Devil May Cry HD Collection Review (PlayStation 4)

Jon Hueber

Reviewed by:
On March 13, 2018
Last modified:March 13, 2018


It's great that the first three entries of the series are now available on current gen systems, but it's hard to ignore that the Devil May Cry HD Collection is essentially a re-release of a port of decade old games.

Devil May Cry HD Collection Review

Capcom’s Devil May Cry series has been thrilling gamers since 2001. The convoluted story of Dante, the son of the demon Sparda, and the rest of his twisted family has taken fans on a journey that began on the PlayStation 2, and has since stretched to current gen systems with 2015’s DmC: Devil May Cry, which itself is a port from the last generation of consoles. Now, Capcom has taken the first three games of the iconic franchise and once again packaged them in a hi-def collection for fans to once again revisit the beginnings of the story, in Devil May Cry HD Collection, now available on PlayStation 4, Xbox One, and PC.

It’s important to know right off the bat that the Devil May Cry HD Collection is not a full scale remake or remaster. It is a direct port of 2012’s PS3/Xbox 360 collection, which takes the first three PlayStation 2 games and pushes them (begrudgingly) to 60fps. The presentations of all three games are still very much rooted in the early 2000s, with ugly, muddied cut scenes and 4:3 aspect ratios for the earliest games. If anything, playing Devil May Cry HD Collection is a good reminder of how far the industry has progressed, and where developers have come with newer technologies. It doesn’t mean that this collection — and these games individually — aren’t fun to play after 17 years, but don’t be fooled into thinking that there is anything new in this package.

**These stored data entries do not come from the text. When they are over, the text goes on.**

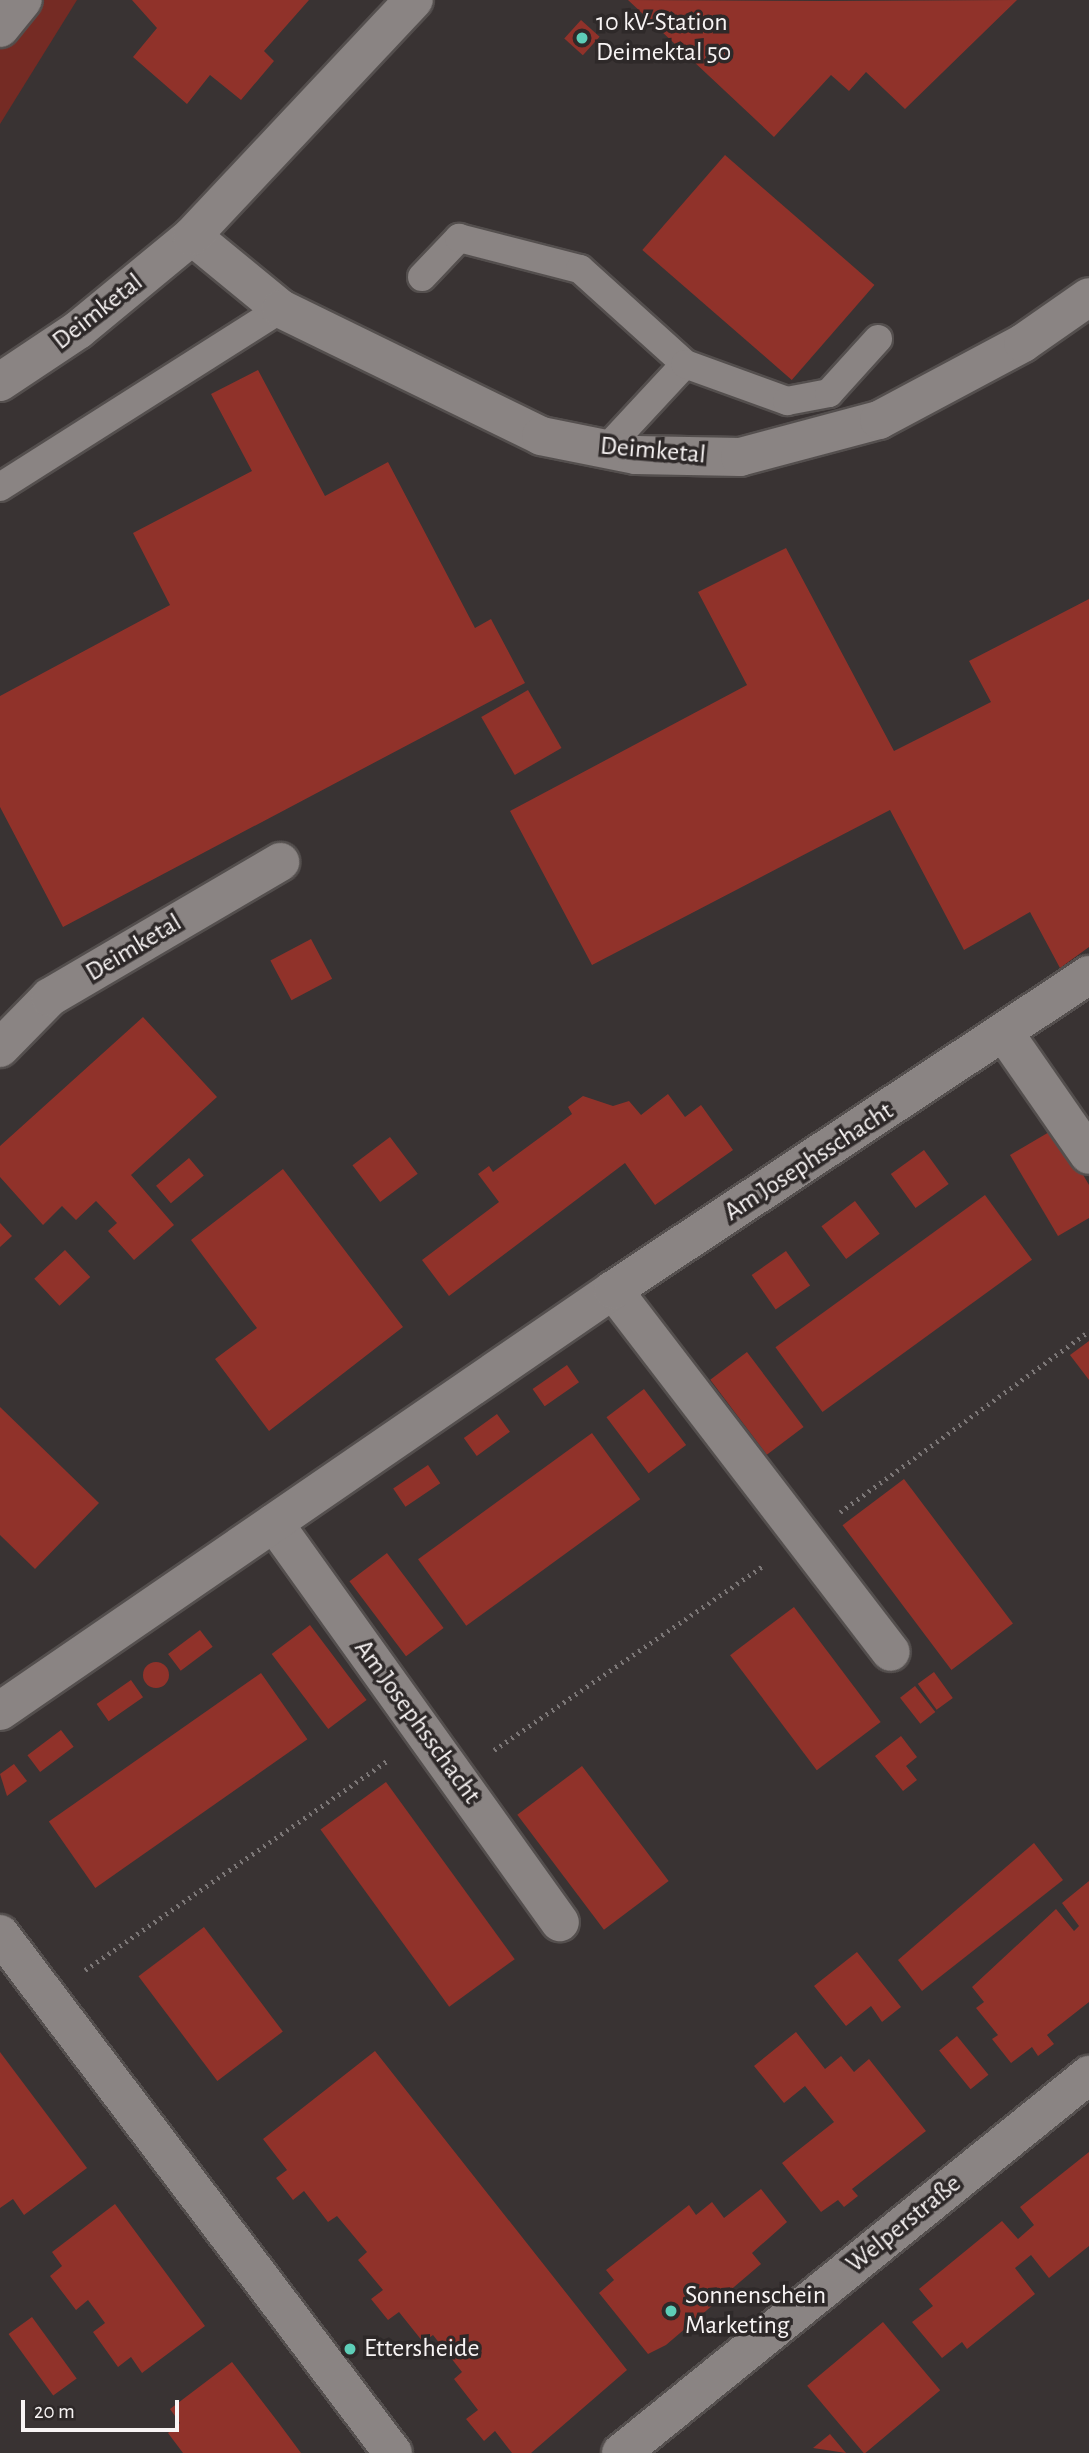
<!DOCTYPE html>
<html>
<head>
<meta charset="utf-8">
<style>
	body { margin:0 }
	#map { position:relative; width:1089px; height:2453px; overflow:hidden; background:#393333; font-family:"Alegreya Sans",sans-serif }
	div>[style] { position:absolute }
	.green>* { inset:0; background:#752b24 }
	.building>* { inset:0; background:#90322a; transform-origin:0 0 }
	.round { border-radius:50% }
	.path>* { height:4.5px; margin-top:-2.25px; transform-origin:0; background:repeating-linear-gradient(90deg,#7c7777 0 2px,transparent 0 7px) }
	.roads { filter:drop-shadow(2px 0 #544f4e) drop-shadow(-2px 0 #544f4e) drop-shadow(0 2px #544f4e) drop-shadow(0 -2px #544f4e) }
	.lane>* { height:28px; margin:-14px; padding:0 14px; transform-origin:14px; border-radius:14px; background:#8a8483 }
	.street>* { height:38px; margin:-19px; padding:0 19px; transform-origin:19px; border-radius:19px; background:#8a8483 }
	.dots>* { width:19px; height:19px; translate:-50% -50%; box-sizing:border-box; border:4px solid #2e2929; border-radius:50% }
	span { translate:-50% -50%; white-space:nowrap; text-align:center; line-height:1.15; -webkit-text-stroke:7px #2e2929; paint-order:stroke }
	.poi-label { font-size:26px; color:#f8f4f4 }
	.left { translate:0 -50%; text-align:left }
	.street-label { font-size:26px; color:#f8f4f4 }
	.scale { position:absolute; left:21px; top:2400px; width:158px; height:32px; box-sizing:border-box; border:4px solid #f8f4f4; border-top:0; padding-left:9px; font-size:21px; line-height:24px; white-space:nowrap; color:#f8f4f4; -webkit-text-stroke:5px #2e2929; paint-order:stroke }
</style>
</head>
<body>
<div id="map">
	<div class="green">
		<div style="clip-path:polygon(0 0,77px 0,0 124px)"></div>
	</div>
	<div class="building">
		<div style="clip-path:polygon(132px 0,309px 0,264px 51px,274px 61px,241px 100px,210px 75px,187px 104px,133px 57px,157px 28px)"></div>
		<div style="clip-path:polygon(628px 0,827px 1px,1017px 0,905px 109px,866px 72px,849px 91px,831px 75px,774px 137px)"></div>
		<div style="left:581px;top:20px;width:25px;height:25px;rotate:42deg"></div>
		<div style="left:725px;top:155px;width:198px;height:126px;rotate:41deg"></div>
		<div style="clip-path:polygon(258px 370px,325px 496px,388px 462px,475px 628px,491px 619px,525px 683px,63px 927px,0 807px,0 696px,170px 605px,133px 533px,252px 471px,211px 394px)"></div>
		<div style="clip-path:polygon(786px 548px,894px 751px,991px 702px,969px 661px,1089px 599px,1089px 947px,1060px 968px,1030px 912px,964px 950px,890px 810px,592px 965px,510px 811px,747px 685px,698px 592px)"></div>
		<div style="left:528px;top:690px;width:67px;height:54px;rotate:60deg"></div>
		<div style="left:311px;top:939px;width:45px;height:46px;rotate:62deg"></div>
		<div style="clip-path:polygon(143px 1017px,217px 1097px,131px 1175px,174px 1225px,134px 1260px,108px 1231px,117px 1223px,96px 1201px,76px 1220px,62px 1206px,43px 1225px,0 1177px,0 1146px)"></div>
		<div style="clip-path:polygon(668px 1094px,685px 1117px,701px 1105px,733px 1150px,655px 1205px,625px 1163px,449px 1296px,422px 1260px,499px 1202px,478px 1174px,489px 1166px,493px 1172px,572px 1114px,568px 1107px,583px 1096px,613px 1106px,629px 1101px,641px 1115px)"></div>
		<div style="clip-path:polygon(1056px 1128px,1089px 1185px,1089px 1218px,1058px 1236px,1010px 1155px)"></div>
		<div style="left:390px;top:1137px;width:46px;height:47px;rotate:53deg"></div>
		<div style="left:924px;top:1150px;width:42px;height:41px;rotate:54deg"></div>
		<div style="left:189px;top:1158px;width:23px;height:43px;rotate:50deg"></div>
		<div style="clip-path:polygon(283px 1169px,403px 1327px,269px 1431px,215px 1359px,257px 1328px,191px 1240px)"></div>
		<div style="left:985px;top:1195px;width:80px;height:259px;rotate:54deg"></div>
		<div style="left:855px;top:1201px;width:41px;height:42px;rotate:53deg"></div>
		<div style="clip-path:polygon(0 1223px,12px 1236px,0 1247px)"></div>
		<div style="left:65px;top:1250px;width:37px;height:42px;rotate:47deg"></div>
		<div style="left:786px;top:1251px;width:42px;height:42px;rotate:55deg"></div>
		<div style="clip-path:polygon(1089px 1341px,1089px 1380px,1070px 1355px)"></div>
		<div style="left:747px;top:1352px;width:94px;height:46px;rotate:53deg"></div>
		<div style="left:567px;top:1365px;width:21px;height:42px;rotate:55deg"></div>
		<div style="left:644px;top:1389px;width:70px;height:47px;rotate:53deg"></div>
		<div style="clip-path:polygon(0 1407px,99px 1503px,35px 1569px,0 1535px)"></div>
		<div style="left:497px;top:1414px;width:22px;height:41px;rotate:54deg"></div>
		<div style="left:592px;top:1433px;width:82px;height:215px;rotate:54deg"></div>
		<div style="left:428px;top:1465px;width:22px;height:42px;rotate:56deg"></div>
		<div style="left:904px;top:1479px;width:181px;height:77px;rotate:53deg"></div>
		<div style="left:387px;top:1553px;width:94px;height:47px;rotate:53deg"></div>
		<div style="left:794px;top:1607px;width:144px;height:80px;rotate:53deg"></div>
		<div style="left:310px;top:1625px;width:94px;height:48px;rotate:53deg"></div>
		<div style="left:200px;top:1630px;width:21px;height:40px;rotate:53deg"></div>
		<div class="round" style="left:143px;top:1662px;width:26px;height:26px"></div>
		<div style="left:934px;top:1672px;width:32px;height:20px;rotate:54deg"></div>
		<div style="left:261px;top:1673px;width:81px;height:259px;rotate:55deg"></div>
		<div style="left:131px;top:1680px;width:21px;height:42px;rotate:55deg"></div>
		<div style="left:915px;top:1686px;width:33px;height:19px;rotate:52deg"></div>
		<div style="left:61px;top:1730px;width:21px;height:42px;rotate:53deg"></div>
		<div style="clip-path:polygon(901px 1736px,917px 1757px,906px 1766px,917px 1780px,903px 1791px,875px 1756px)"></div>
		<div style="clip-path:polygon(14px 1764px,27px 1781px,7px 1796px,0 1774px)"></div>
		<div style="left:582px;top:1766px;width:144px;height:81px;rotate:53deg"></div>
		<div style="left:386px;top:1782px;width:219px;height:81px;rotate:54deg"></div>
		<div style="clip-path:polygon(1034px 1843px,1063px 1880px,922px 1991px,898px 1960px)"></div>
		<div style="clip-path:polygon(1089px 1881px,1089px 2002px,1047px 2035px,1054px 2044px,1038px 2056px,1032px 2047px,1011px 2063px,992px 2039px,998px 2035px,976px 2008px,984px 2002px,972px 1987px,1056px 1909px,1074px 1931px,1079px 1926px,1062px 1903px)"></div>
		<div style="left:204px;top:1927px;width:131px;height:82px;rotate:53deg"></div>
		<div style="clip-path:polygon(857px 1952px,901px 2007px,882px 2022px,871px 2006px,846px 2026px,814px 1986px)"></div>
		<div style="clip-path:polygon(796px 2032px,825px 2069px,841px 2056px,854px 2072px,869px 2059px,926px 2131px,852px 2189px,858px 2196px,844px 2207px,838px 2200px,821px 2212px,782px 2163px,834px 2122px,805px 2086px,784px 2103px,754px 2066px)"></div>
		<div style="left:957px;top:2036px;width:50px;height:23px;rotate:51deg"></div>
		<div style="clip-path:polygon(375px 2051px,627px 2370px,531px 2453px,512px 2453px,495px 2431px,484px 2441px,466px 2419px,478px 2410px,454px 2379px,462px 2372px,433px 2335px,423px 2342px,399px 2312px,388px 2320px,371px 2299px,383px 2290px,358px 2260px,367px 2252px,337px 2216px,328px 2222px,304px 2191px,293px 2200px,276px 2178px,287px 2170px,263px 2139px)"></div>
		<div style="clip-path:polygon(0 2052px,87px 2168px,24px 2215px,13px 2199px,0 2208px)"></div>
		<div style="clip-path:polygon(1089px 2152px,1089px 2246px,1049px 2278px,1031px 2255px,1015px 2268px,1035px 2294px,967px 2349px,962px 2342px,942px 2358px,912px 2322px,933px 2306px,919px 2289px,1002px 2221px,1018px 2239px,1034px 2225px,1020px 2207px)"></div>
		<div style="clip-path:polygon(761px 2189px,787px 2222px,752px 2253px,761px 2264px,666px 2345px,648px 2354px,599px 2293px,614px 2280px,606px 2270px,689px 2205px,696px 2215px,712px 2202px,724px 2218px)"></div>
		<div style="clip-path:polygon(115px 2204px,205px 2326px,142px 2373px,131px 2357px,118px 2367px,93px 2332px,105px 2323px,97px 2312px,88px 2300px,76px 2310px,50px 2276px,62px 2266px,52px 2252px)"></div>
		<div style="left:32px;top:2317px;width:76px;height:29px;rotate:54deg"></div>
		<div style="left:883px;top:2322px;width:89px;height:99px;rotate:50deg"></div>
		<div style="clip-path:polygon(232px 2362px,278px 2422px,301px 2453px,183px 2453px,168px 2433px,180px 2423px,170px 2409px)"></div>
		<div style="clip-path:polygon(830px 2434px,846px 2453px,813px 2448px)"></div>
	</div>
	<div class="path">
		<div style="left:840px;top:1512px;width:308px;rotate:-36deg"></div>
		<div style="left:494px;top:1750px;width:327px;rotate:-34.4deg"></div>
		<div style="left:85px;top:1970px;width:369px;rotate:-34.7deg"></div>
	</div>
	<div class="roads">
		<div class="lane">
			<div style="left:422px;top:277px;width:54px;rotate:-46.5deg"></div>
			<div style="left:459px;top:238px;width:125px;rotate:14.4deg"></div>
			<div style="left:580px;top:269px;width:142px;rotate:42.1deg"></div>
			<div style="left:606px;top:449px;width:116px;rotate:-47.1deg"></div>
			<div style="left:685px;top:364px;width:109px;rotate:19.9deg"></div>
			<div style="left:787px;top:401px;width:43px;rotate:-10.8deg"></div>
			<div style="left:829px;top:393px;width:73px;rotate:-47.8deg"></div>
			<div style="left:0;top:487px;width:333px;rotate:-32.4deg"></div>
		</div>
		<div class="street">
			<div style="left:0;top:28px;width:36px;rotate:-51deg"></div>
			<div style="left:192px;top:236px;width:115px;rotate:39.4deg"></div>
			<div style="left:281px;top:309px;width:289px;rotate:26deg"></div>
			<div style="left:541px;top:436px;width:97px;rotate:11.3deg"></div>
			<div style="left:636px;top:455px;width:104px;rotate:1.1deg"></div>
			<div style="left:740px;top:457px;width:144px;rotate:-14.9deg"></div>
			<div style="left:879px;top:420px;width:163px;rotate:-28.1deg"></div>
			<div style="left:1023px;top:343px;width:80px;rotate:-34.9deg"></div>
			<div style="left:0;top:382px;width:94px;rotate:-33.7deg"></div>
			<div style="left:78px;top:330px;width:148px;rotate:-39.5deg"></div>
			<div style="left:192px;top:236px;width:324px;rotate:-46.8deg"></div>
			<div style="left:1005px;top:1034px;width:147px;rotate:55.2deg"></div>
			<div style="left:0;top:1048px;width:71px;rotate:-45.6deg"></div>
			<div style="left:50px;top:997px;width:267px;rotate:-30.4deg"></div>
			<div style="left:613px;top:1290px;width:456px;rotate:52.5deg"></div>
			<div style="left:274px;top:1523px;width:491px;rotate:54.4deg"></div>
			<div style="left:0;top:1711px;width:744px;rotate:-34.48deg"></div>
			<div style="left:613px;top:1290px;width:571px;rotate:-33.5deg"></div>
			<div style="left:0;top:1934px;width:651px;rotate:52.87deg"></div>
			<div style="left:621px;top:2453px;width:602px;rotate:-38.93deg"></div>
		</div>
	</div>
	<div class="dots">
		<div style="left:582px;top:38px;background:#5eceb8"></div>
		<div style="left:671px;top:2311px;background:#5eceb8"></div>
		<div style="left:350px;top:2349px;background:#5eceb8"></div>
	</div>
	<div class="poi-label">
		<span class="left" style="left:596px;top:38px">10 kV-Station<br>Deimektal 50</span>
		<span class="left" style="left:685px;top:2311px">Sonnenschein<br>Marketing</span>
		<span class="left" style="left:364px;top:2349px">Ettersheide</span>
	</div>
	<div class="street-label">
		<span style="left:98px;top:312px;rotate:-38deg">Deimketal</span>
		<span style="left:653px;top:451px;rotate:5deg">Deimketal</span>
		<span style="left:134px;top:948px;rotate:-31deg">Deimketal</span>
		<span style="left:809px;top:1162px;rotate:-33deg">Am Josephsschacht</span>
		<span style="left:417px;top:1722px;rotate:54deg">Am Josephsschacht</span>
		<span style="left:904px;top:2224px;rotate:-39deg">Welperstraße</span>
	</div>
	<div class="scale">20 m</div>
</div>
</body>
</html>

Devil May Cry HD Collection collects Devil May Cry, Devil May Cry 2, and Devil May Cry: Dante’s Awakening, and takes players on a hack-and-slash adventure that, at the time, was revolutionary. The trilogy is connected, but the story told across all three games is discombobulated. The earliest point of the story actually begins with the third game, and the first and second games round out Dante’s adventure. The collection allows players to start any game in any order, so the story can be played in true chronological order, or played as it original release order.

Dante and his collection of friends and family, some of which are playable, are armed with swords and guns, the legendary pistols Ebony and Ivory. Weapons and skills are upgraded throughout each adventure by collecting red soul spheres and using them to buy upgrades between missions or at designated areas within the game. The enemies range from various lower level demons to massive screen fillers based on legendary demons from various forms of literature. Devil May Cry has never shied away from a challenge, and the series still pushes the player to not only fight, but fight creatively for higher rankings. Almost everything is graded in this series, which leads to replaying missions for the S (or higher) rank.

Even with the push to 60fps, the graphics in Devil May Cry HD Collection leave a lot to be desired. While they were cutting edge and gorgeous in the early part of the 2000s, now they look almost silly. Low poly meshes are evident in character and monster designs, and even by the third game, with its many advancements, the presentation is still very dated. To add insult to injury, the collection won’t take advantage of the more powerful PlayStation 4 Pro and Xbox One X, meaning that resolution will top out at 1080p, even if you’re using a high-end PC.

Still, the action is faster than ever, and the progression from Devil May Cry to Dante’s Awakening is highlighted by the moves and skill sets that Dante and Vergil have in pulling off devastating sword and gunplay combos for higher scores and rankings. The Devil May Cry franchise also implements a fixed camera, which was made popular in the Resident Evil series. It was frustrating at first to go back to such an archaic game design, but muscle memory quickly took over, and I stopped noticing that I had no control of the camera and just pushed forward, slashing and shooting demons until my hands hurt — and they did. My old thumbs could barely keep up with the gameplay (I guess this is growing up). All three games also feature trophy and achievement support, and if you played the previous versions on last gen consoles, you can earn many of the same trophies again, if that’s your thing.

Devil May Cry HD Collection is, at the very least, a nice reminder of what games were like nearly 20 years ago, and where they have come now. Capcom created a wonderfully dark and twisted adventure that has spanned 5+ games, and this series has a huge and rabid fanbase. And deservedly so. As a long time fan of the series, I would have liked to see a full remaster of the games, and I know I’m not alone. Devil May Cry has now become as legendary as its protagonist is gaming circles, and fans wait each year for word that Capcom will be bringing it back — not as a port of an older game or collection — but something brand new and thrilling. Devil May Cry HD Collection for PS4 and Xbox One could be the test to see if there is enough interest to revisit the series in the future. If so, I hope it passes.

This review is based on the PlayStation 4 version of the game, which was provided to us by Capcom.

Devil May Cry HD Collection Review

It's great that the first three entries of the series are now available on current gen systems, but it's hard to ignore that the Devil May Cry HD Collection is essentially a re-release of a port of decade old games.